A proposed design philosophy for Canadian military submarines

The Royal Canadian Navy currently has four submarines (of which perhaps two are operable). The Navy is currently working to replace and upgrade its surface vessels. When we get around to replacing the submarines, I have a few thoughts.

I would like to focus on three factors in improving future designs:

  • Reduce the number of apertures in the pressure hull to improve survivability

  • Reduce the volume of the pressure hull to reduce the sonar signature

  • Increase redundancy to permit successful missions in spite of equipment failure

The current submarines have six torpedo tubes each. Torpedoes are awkwardly brought into the boat through a tiny hatch, and are stored in the same area where the crew lives. They are then fired out through tunnels penetrating the hull (structural weak points), sealed by mechanically-complex hatches.

I propose that future designs use a 12 to 15 vertical-launch torpedo tubes outside the pressure hull. Torpedoes would be lowered into vertical silos at fore and aft (just like in a missile submarine), which would allow faster and safer reloading. The silos would be "wet", with the space around the torpedo filled with mineral oil. This would prevent the tube from flexing when the submarine dives. Replacing an air-filled torpedo compartment with water-filled torpedo tubes would also reduce the submarine's sonar signature - modulated high-frequency sound waves are good at spotting the AIR in the submarine, but less so at water-filled metal tubes.

The disadvantage is that it would be impossible to fix a defective torpedo or torpedo tube without returning to port. This would be mitigated by having more torpedoes available, each with its own tube. The total space required for torpedoes would be the same, as there would be no need for a crew compartment.

Likewise, for propulsion, I'd like to see a larger number of air-independent power generation modules, each capable of creating enough electricity to get the submarine home if the others broke down. Instead of an inboard electric motor connected to a shaft tunnel penetrating the pressure hull to drive a propeller, I'd prefer multiple outboard electric propulsion systems (like an azipod).
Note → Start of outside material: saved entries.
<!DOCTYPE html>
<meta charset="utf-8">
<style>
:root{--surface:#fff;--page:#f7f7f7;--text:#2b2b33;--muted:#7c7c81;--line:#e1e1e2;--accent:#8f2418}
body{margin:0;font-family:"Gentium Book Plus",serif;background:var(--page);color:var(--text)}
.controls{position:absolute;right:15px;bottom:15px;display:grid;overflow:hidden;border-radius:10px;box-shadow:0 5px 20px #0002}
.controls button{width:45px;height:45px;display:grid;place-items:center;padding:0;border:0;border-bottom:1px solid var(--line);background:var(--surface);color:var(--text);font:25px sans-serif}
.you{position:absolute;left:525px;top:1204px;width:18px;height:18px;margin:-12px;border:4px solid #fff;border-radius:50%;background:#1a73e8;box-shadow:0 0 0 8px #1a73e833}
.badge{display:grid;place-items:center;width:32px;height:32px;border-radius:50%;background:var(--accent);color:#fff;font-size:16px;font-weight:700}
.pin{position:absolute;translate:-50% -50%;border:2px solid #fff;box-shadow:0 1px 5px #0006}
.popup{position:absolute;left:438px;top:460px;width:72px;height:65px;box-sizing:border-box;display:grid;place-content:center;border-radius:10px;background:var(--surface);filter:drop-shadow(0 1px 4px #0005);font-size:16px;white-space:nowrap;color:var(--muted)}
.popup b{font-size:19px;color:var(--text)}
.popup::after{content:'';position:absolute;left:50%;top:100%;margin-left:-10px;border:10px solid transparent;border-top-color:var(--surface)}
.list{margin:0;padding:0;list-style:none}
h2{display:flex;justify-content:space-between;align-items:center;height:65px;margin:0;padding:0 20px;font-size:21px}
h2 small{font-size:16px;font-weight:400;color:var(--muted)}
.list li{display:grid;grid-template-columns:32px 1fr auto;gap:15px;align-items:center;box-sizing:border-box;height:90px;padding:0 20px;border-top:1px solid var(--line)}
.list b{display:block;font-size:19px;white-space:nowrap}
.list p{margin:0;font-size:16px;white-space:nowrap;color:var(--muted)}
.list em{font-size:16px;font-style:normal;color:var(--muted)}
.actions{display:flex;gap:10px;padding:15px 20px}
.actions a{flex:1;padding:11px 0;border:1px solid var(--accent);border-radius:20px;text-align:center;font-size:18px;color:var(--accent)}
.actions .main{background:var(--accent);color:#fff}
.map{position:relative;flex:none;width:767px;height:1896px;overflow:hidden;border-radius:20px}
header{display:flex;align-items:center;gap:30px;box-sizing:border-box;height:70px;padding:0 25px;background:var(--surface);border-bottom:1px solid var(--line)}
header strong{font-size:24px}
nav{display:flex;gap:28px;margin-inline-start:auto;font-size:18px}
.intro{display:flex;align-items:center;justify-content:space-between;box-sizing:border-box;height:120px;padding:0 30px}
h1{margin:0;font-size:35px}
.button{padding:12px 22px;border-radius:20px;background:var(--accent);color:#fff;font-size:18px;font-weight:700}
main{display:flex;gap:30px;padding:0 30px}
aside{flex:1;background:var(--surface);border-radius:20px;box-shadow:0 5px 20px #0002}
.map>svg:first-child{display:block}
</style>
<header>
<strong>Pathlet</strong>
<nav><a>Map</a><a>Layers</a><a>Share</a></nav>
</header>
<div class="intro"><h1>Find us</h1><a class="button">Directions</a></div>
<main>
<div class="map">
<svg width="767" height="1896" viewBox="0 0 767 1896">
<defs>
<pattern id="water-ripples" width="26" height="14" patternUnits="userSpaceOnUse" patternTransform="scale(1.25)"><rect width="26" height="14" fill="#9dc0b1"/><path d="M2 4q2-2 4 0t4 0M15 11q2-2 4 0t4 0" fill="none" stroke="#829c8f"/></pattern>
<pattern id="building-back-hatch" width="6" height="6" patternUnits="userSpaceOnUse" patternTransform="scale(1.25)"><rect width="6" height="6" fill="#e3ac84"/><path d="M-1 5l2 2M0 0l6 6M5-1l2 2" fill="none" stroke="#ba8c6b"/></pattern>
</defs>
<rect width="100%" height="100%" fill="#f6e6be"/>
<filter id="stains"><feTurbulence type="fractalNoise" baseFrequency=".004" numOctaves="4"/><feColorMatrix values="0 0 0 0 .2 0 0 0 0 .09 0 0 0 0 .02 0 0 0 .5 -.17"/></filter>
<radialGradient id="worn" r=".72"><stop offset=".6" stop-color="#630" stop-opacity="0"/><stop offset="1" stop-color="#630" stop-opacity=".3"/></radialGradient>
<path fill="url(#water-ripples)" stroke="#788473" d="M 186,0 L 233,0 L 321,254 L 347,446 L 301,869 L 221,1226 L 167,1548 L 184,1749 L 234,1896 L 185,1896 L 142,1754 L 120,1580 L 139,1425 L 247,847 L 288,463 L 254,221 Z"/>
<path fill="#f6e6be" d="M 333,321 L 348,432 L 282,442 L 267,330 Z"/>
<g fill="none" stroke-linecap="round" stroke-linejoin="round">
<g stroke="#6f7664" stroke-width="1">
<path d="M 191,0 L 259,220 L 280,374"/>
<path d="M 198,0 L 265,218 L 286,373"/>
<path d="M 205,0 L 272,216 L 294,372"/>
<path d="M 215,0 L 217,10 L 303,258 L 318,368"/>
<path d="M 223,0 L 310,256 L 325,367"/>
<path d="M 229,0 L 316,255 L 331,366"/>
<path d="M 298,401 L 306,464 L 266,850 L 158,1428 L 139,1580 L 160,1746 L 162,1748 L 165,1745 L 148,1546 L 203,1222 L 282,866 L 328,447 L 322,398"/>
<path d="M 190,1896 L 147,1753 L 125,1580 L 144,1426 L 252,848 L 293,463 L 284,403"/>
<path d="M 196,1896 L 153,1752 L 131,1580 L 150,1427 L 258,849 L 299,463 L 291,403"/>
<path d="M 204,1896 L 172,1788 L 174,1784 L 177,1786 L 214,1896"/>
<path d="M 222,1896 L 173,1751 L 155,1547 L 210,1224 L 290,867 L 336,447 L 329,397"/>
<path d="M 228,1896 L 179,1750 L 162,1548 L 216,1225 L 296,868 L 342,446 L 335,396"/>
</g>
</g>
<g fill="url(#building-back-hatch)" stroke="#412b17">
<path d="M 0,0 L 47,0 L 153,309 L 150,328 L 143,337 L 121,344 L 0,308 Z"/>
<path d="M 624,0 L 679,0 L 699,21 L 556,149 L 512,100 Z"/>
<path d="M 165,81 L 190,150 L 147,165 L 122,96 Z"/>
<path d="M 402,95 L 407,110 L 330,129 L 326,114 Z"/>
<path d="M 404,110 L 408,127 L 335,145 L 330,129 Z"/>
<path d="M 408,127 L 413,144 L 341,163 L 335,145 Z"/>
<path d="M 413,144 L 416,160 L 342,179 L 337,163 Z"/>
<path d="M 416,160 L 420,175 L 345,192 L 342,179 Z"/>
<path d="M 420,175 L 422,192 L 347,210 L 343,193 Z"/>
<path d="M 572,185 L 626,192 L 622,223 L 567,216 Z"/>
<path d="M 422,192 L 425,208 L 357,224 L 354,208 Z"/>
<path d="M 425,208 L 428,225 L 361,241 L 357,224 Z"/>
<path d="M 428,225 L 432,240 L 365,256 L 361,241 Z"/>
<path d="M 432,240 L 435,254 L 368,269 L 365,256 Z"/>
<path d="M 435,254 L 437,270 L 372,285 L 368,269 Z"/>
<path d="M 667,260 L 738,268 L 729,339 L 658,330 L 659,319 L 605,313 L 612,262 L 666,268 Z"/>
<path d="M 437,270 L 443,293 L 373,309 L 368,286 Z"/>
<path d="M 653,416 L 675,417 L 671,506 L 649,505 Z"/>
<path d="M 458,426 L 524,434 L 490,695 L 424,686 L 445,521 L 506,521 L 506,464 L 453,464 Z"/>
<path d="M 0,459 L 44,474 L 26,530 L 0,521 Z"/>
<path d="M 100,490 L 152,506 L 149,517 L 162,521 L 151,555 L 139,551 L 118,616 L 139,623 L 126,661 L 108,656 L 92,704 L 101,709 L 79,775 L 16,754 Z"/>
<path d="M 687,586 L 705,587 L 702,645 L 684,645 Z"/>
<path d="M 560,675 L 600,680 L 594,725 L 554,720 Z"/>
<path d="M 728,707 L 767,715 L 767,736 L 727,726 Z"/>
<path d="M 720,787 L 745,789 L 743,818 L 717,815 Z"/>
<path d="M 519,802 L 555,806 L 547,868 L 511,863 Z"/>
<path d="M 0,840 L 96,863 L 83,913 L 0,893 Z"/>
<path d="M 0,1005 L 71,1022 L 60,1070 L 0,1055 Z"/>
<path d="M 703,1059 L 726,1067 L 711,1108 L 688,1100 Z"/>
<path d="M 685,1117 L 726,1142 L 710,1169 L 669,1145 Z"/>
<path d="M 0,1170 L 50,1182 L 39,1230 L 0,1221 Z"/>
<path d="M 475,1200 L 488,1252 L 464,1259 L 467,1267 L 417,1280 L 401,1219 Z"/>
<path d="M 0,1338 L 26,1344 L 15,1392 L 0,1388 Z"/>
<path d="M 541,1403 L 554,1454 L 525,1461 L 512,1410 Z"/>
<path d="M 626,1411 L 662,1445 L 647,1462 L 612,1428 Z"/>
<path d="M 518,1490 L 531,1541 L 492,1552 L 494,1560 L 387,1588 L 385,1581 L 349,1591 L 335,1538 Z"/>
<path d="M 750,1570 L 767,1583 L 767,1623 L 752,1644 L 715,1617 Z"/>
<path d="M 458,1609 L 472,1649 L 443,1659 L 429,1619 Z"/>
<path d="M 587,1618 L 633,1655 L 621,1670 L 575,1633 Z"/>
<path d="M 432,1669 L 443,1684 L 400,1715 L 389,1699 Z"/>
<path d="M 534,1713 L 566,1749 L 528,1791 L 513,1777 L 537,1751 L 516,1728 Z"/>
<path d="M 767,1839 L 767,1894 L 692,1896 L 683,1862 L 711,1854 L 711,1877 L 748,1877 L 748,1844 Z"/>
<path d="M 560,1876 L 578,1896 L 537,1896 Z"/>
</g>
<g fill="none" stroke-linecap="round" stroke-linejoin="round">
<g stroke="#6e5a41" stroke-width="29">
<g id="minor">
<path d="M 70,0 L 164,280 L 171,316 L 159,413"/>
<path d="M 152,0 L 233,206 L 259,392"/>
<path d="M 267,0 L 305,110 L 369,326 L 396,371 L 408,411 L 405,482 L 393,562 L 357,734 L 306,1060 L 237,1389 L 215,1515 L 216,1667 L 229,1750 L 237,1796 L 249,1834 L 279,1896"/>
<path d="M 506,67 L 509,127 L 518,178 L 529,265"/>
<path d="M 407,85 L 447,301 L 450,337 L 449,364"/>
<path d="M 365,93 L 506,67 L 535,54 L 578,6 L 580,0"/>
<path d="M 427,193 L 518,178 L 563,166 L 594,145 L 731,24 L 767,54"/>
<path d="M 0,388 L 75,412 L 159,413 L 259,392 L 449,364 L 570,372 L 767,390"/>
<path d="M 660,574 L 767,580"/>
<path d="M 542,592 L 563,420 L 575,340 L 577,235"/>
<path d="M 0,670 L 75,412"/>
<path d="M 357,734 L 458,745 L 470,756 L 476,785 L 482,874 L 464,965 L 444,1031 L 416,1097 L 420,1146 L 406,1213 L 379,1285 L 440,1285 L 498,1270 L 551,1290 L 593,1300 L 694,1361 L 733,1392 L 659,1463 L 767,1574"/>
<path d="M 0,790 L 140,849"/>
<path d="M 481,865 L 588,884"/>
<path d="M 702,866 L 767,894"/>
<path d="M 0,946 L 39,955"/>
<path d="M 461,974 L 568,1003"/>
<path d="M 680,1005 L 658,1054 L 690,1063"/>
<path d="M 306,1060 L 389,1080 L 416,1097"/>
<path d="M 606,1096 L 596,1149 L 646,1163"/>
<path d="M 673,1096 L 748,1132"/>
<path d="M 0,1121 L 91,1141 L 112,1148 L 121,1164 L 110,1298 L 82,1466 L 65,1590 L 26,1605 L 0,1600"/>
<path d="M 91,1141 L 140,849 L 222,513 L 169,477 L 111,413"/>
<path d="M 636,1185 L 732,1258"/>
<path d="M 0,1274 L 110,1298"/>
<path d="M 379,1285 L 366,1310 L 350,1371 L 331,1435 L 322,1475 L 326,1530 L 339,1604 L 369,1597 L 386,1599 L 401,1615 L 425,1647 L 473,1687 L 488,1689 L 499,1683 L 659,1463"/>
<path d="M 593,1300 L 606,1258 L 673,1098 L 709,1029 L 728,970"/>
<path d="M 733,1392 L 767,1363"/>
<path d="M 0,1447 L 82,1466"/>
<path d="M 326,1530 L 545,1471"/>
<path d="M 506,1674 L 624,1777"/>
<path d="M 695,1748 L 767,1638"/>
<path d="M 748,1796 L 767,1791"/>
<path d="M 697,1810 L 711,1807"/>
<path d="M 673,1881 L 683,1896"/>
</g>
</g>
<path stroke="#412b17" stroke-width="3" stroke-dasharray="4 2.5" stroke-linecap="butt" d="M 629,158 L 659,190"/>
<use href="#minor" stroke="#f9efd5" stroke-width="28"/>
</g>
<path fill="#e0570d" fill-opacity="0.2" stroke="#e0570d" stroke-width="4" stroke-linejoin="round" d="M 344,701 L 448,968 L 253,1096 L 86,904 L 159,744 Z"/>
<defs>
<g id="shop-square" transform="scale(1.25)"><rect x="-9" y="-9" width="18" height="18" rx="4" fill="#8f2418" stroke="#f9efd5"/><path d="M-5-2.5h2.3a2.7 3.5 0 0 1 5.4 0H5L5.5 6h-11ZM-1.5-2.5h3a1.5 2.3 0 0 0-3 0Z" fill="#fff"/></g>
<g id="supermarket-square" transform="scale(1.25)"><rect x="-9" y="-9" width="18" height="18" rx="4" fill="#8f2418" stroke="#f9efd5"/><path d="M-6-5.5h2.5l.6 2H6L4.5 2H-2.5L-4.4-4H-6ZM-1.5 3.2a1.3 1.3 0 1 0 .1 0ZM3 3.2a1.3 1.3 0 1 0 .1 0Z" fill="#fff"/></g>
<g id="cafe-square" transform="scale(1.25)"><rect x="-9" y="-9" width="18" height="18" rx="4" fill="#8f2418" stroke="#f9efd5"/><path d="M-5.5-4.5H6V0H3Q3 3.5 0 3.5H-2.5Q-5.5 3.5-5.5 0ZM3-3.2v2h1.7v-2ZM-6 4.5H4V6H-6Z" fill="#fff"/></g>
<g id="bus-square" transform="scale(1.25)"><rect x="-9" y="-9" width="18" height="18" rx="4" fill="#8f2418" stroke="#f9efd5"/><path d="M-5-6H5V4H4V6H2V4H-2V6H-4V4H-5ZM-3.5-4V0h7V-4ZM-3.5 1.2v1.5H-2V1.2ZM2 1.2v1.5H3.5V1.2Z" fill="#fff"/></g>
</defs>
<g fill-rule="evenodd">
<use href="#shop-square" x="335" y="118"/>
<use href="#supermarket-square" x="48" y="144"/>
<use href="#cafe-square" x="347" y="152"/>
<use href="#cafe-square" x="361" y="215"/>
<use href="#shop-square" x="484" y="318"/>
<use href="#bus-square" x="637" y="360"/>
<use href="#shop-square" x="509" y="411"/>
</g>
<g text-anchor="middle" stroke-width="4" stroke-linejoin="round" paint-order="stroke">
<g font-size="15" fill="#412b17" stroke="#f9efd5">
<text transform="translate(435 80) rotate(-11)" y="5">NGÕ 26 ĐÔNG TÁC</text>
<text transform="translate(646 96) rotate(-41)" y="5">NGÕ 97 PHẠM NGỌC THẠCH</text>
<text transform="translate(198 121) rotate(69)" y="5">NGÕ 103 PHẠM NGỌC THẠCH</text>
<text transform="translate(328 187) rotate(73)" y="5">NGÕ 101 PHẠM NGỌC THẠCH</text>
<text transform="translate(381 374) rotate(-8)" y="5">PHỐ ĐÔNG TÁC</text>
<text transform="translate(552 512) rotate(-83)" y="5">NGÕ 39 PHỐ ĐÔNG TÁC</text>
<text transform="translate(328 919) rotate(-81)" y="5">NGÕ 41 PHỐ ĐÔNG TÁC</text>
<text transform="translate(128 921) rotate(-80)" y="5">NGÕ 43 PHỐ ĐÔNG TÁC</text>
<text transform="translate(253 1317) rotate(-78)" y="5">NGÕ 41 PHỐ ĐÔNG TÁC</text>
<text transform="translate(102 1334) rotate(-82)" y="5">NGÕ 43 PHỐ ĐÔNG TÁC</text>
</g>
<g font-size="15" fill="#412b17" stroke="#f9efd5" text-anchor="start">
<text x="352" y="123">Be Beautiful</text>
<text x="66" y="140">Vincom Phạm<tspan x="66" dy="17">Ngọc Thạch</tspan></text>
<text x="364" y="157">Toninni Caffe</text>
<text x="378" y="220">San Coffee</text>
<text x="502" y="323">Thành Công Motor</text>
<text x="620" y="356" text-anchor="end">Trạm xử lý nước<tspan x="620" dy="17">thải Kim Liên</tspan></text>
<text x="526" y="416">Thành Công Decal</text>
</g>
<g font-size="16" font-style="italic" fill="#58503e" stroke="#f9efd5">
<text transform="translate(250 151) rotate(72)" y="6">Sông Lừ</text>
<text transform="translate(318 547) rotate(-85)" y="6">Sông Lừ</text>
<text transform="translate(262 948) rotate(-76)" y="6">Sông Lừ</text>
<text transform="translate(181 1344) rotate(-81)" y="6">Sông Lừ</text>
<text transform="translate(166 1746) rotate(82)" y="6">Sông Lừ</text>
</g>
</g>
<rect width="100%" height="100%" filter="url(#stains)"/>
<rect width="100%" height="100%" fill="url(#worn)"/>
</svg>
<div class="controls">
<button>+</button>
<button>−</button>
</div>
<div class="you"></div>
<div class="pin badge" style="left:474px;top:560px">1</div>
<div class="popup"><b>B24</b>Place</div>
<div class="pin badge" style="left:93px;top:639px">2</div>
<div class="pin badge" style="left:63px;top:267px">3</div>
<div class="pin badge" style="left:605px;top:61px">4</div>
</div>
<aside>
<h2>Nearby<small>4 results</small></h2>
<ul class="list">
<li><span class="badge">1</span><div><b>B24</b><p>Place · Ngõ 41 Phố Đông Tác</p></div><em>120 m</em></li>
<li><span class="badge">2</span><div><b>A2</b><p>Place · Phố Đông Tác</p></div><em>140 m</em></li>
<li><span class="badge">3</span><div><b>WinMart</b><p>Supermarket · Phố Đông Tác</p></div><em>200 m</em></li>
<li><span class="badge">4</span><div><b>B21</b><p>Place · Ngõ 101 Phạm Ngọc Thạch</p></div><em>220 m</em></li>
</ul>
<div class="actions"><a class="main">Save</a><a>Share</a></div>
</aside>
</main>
Where today's submarines have diving planes like little wings, we'd also have multiple electric outboard motors swiveling to guide the craft. There would be less chance for shaft tunnel leaks and flooding, and it would be easier to replace and maintain units bolted to the exterior of the hull. Again, the disadvantage would be that you'd be unable to fix a defective unit while at sea; this would be mitigated by having multiple units to provide redundant control.